The records below hold a stretch from the line with "flex:1; display:flex; flex-direction:column;" through the line with "display:flex; flex:1; min-height:0"; return exactly those lines, ends included, and nothing more.

* [Record excerpts]:
• • • • • • •

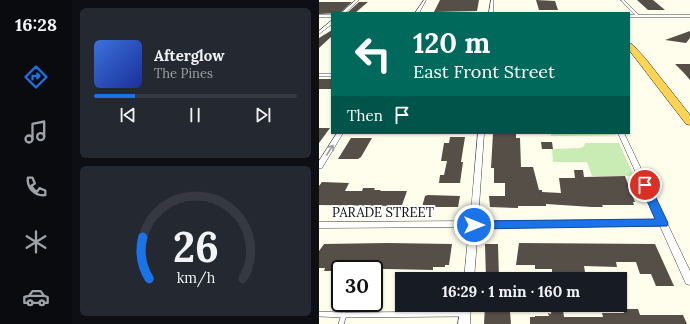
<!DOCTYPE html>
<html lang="en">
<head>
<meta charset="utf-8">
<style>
  body { margin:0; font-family:Lora,serif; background:#242831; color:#f1f3f6; height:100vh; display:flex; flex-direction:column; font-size:15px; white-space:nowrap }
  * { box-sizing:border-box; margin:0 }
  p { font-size:13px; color:#9ea1a6 }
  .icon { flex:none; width:22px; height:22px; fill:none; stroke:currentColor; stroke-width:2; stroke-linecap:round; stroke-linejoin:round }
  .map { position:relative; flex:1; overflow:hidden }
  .details { display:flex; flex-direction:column; gap:8px; padding:8px; background:#0d0f14; width:247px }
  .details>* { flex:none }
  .hud { position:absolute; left:12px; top:12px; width:299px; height:122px; border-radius:0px; box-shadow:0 1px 3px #0004; background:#00695c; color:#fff; overflow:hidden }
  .speed { position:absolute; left:12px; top:260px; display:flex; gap:8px; font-size:20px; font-weight:700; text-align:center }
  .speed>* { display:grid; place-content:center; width:52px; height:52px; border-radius:50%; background:#171b24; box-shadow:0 1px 3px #0004; line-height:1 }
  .speed .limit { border:2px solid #111; border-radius:6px; background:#fff; color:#111 }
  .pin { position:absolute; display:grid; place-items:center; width:34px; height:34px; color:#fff; margin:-17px; border:2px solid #fff; border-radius:50%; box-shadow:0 1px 4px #0007 }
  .me { position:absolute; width:44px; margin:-22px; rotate:90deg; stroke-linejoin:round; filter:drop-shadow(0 0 3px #0008) }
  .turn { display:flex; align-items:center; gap:14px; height:84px; padding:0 16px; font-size:18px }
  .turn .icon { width:52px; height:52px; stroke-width:2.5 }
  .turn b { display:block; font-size:28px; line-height:34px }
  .then { display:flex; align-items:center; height:38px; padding:0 16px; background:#0003; gap:8px; font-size:15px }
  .details .tile { flex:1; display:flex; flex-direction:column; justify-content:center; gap:6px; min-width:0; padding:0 14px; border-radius:6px; background:#242831 }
  .details .dial { align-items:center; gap:0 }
  .dial svg { height:104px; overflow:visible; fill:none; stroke:#363941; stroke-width:7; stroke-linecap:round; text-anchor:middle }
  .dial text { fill:#f1f3f6; stroke:none }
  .song { display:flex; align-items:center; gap:12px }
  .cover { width:48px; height:48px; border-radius:6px; background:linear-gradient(135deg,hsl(220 70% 55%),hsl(230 70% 35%)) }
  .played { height:4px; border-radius:2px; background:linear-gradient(90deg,#1a73e8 20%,#363941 20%) }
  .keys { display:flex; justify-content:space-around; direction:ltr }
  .trip { position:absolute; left:76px; top:272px; width:232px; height:40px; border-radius:0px; background:#171b24; box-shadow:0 1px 3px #0004; font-weight:800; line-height:40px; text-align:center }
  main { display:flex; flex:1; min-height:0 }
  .dock { display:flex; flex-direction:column; width:72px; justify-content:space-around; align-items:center; background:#090b0e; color:#9ea1a6 }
  .dock .icon { width:28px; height:28px }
  .dock .on { color:#1a73e8 }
  .dock b { font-size:18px; color:#f1f3f6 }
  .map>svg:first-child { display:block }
  .green { fill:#c8ecb3 }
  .building { fill:#564f48 }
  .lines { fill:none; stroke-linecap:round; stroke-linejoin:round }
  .service-casing { stroke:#3f3f3f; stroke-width:6 }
  .minor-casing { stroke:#3f3f3f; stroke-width:1 }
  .tertiary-casing { stroke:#3f3f3f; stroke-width:1 }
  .trunk-casing { stroke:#1d1d1d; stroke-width:1 }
  .service { stroke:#fff; stroke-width:5 }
  .minor { fill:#fff; fill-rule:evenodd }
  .tertiary { fill:#fff; fill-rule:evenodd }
  .trunk { fill:#ffd353; fill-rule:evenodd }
  .oneway { stroke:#9e9e9e }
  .route { fill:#1a73e8; stroke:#114b97 }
  .labels { text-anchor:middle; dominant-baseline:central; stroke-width:4; stroke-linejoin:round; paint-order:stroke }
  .near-street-label { font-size:13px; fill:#0c0c0c; stroke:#fff }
</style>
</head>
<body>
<main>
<nav class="dock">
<b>16:28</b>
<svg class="icon on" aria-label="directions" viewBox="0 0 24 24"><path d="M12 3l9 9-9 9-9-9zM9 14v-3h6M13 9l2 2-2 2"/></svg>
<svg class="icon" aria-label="music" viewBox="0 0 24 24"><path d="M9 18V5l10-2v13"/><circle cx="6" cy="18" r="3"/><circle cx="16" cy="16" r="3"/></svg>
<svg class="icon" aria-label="phone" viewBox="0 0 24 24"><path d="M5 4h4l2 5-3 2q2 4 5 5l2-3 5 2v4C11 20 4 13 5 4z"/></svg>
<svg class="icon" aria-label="climate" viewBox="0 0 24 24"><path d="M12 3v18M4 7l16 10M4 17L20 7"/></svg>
<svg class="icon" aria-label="car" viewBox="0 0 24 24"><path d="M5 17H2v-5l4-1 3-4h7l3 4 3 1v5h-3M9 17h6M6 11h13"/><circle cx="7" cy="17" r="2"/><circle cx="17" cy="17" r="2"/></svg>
</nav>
<section class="details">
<div class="tile">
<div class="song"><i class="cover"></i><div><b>Afterglow</b><p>The Pines</p></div></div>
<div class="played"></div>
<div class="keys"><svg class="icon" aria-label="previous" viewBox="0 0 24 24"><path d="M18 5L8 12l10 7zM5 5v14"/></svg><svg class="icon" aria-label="pause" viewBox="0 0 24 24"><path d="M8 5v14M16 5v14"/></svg><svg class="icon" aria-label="next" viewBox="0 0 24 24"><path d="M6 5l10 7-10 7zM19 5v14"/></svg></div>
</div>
<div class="tile dial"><svg viewBox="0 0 100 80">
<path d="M14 69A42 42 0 1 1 86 69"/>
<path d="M14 69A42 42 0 0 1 9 37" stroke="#1a73e8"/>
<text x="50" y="56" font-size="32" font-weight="700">26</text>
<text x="50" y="72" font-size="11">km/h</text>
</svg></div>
</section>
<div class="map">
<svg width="371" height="324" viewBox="0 0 371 324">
  <rect width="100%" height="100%" fill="#fffeec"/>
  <!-- green -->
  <g class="green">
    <path d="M232,133H296L297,135L232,136Z"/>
    <path d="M266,143H300L315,176H273L268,162H234L233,149L262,148L265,146Z"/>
  </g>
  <!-- building -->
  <g class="building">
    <path d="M121,0H160L158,11L115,12Z"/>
    <path d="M217,0L236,1L239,10H220Z"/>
    <path d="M318,0H334L346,10H329Z"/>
    <path d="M0,2H33L21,13L0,14Z"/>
    <path d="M40,2H49L36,13H28Z"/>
    <path d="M13,30V36L0,48V38Z"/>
    <path d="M371,31V38L367,43L346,40Z"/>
    <path d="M356,64H371V80L365,73Z"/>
    <rect x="0" y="79" width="13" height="10"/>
    <path d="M0,128H11L0,143Z"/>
    <path d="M174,133H197V138H201L202,167H214L220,190H223V192L242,193L240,178H256L255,170H264L265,177L306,176L316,202H314L315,205H283L284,207H273L227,204V206H199V208L171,207L170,196H186V183H175V168H172Z"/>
    <path d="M131,137H146L142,162H144L141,183H120L121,175H125L128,161H122L125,143H130Z"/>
    <path d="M32,138H53L42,157L39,159H19Z"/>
    <path d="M222,142H233L234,149H223Z"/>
    <path d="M3,182L30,183L26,191H43L44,188H56L55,190H62L61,191H88L82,208H70L71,206L0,205V186Z"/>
    <path d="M109,195L141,196L139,207H103L106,196Z"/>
    <path d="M68,243L133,244L130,265H126V267H114V270L21,268V271H5L6,268H0V251L5,244Z"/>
    <path d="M200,243L336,244L355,286H337L332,274H321L317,262H297L298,267L265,266L266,272H233V269H216V265H197Z"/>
    <path d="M166,244H179L180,279H167Z"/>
    <path d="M166,305H195V312H191L192,324H165Z"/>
    <path d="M304,309H319L321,315H364L368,324H211V317H216V316H230L229,313L232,314V310H244L245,317H284L283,313H305Z"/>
  </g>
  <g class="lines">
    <!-- service casing -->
    <g class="service-casing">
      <g id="service">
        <path d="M0,314L25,315"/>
        <path d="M22,324L25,315L144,314"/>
      </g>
    </g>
    <!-- minor casing -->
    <g class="minor-casing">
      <g id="minor">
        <path d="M37,0H40L26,13H22Z"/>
        <path d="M105,0H107L100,13H96Z"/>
        <path d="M172,0H174V13H170Z"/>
        <path d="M302,0H305L320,15H371V17H310V15H316Z"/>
        <path d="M12,21H13V24L0,34V31Z"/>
        <rect x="0" y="74" width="13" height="2"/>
        <path d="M18,133H24L3,168H0V161Z"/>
        <path d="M159,133H165L159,221L338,220L299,133H305L371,271V285L367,284L341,226L159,227L155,279H145L150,227L0,228V222L151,221Z"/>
        <path d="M142,305H152L151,324H139Z"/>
      </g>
    </g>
    <!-- tertiary casing -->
    <g class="tertiary-casing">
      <rect id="tertiary" x="0" y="15" width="13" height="2"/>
    </g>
    <!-- trunk casing -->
    <g class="trunk-casing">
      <path id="trunk" d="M310,44H313L326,58L371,115V125L367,124L310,50Z"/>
    </g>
    <!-- service -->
    <use href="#service" class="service"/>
    <!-- minor -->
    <use href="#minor" class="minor"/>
    <!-- tertiary -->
    <use href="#tertiary" class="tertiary"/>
    <!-- trunk -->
    <use href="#trunk" class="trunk"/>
  </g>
  <!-- one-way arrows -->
  <defs><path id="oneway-shaft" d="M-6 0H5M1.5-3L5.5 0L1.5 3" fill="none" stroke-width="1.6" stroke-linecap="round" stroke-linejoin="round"/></defs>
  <use class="oneway" href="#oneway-shaft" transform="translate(11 150) rotate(-57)"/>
  <!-- route -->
  <path class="route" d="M326,182L331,185L349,223L348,226L155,229L151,228L149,225L151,222L155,221L336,219L321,185Z"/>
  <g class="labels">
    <!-- near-street labels -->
    <g class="near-street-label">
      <text x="64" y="212">PARADE STREET</text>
    </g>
  </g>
</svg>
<div class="speed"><div class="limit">30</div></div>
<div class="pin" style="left:326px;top:185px;background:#d93025"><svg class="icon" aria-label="arrive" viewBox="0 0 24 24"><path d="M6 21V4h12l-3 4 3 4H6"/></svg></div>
<svg class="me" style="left:155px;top:225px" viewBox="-20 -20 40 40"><circle r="17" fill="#1a73e8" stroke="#fff" stroke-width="3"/><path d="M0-11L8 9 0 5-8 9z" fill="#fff"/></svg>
<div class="trip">16:29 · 1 min · 160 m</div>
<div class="hud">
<div class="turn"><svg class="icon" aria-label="left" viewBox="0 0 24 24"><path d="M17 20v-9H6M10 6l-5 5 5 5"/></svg><div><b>120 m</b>East Front Street</div></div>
<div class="then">Then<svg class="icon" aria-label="arrive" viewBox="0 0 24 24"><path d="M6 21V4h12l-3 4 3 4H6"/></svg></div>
</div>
</div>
</main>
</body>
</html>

• • • • • • •

* [Expected answer]:
  .details .tile { flex:1; display:flex; flex-direction:column; justify-content:center; gap:6px; min-width:0; padding:0 14px; border-radius:6px; background:#242831 }
  .details .dial { align-items:center; gap:0 }
  .dial svg { height:104px; overflow:visible; fill:none; stroke:#363941; stroke-width:7; stroke-linecap:round; text-anchor:middle }
  .dial text { fill:#f1f3f6; stroke:none }
  .song { display:flex; align-items:center; gap:12px }
  .cover { width:48px; height:48px; border-radius:6px; background:linear-gradient(135deg,hsl(220 70% 55%),hsl(230 70% 35%)) }
  .played { height:4px; border-radius:2px; background:linear-gradient(90deg,#1a73e8 20%,#363941 20%) }
  .keys { display:flex; justify-content:space-around; direction:ltr }
  .trip { position:absolute; left:76px; top:272px; width:232px; height:40px; border-radius:0px; background:#171b24; box-shadow:0 1px 3px #0004; font-weight:800; line-height:40px; text-align:center }
  main { display:flex; flex:1; min-height:0 }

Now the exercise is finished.